I think there is more to be learned from the open source software development process than just publishing the code from your papers. So far, we’ve mostly focused on making the software side more similar to publishing scientific papers, for example, through creating a special open source software track at JMLR.

However, there is more to be learned from the open source software development process:

  • “Release early, release often” Open source software is not only about making your software available for others to reuse, but it is also about getting in touch with potential users as early as possible, as closely as possible.

Contrast this with the typical publication process in science where there lie months between your first idea, the submission of the paper, its publication, and the reactions through follow-up and response papers.

  • Self-organization collaboration One nice thing about open source software is that you can often find an already sufficiently good solution for some part of your problem. This allows you to focus on the part which is really new. If existing solutions look sufficiently mature and their projects healthy, you might even end up relying on others for part of your project, which is really interesting given that you don’t even know these people or have ever talked to them. But if the project is healthy, there is a good chance that they will do their best to help you out, because they want to have users for their own project.
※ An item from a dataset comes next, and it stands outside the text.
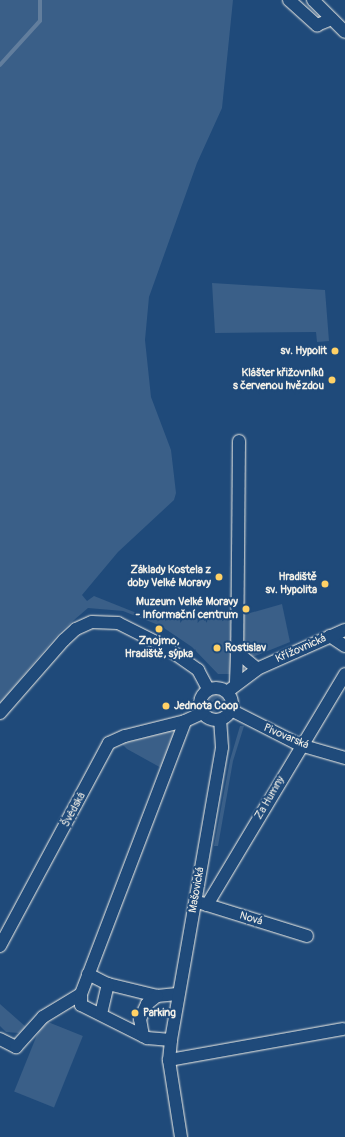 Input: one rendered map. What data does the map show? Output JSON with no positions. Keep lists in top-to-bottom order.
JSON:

Again, contrast this with how you usually work in science, where it’s much more common to collaborate with people from your group or people within the same project only. Even if there were someone working on something which would be immensely useful for you, you wouldn’t know till months later when their work is finally published. The effect is that there is lots of duplicate work, research results from different groups don’t usually interact easily, and much potential for collaboration and synergy is wasted.

While there are certainly reasons while these two areas are different, I think there are ways to make research more interactive and open. And while probably most people aren’t willing to switch to open notebook science, I think there are a few things which you can try out now:

  • Communicate to people through your blog, or by Twitter or Facebook, and let them know what you’re working on, even before you have polished and published it. And if you don’t feel comfortable to disclose everything, how about some preliminary plots or performance numbers? To see how others are using social networks to communicate about their research, have a look at the machine learning twibe, or my (entirely non-authoritative) list of machine learning twitterers, or lists of machine learning people others have compiled, or another list of machine learning related blogs.

  • Release your software as early as possible, and make use of available infrastructure like blogs, mailing lists, issue trackers, or wikis. There are almost infinitely many options to go about this, either using some site like github, sourceforge, kenai, launchpad, savannah, or by setting up a private repository, for example using trac, or just a bare subversion repository. It doesn’t have to be that complicated, though. You can even just put a git repository on your static homepage and have people pull from there. And of course, register your project with mloss, such that others can find it and stay up to date on releases.

  • Turn your research project into a software project to create something others can readily reuse. This means making your software usable for others, interface it with existing software, and also, start reusing existing software as well. It doesn’t have to be large if it’s useful. Have a look at mloss for a huge list of already existing machine learning related software projects.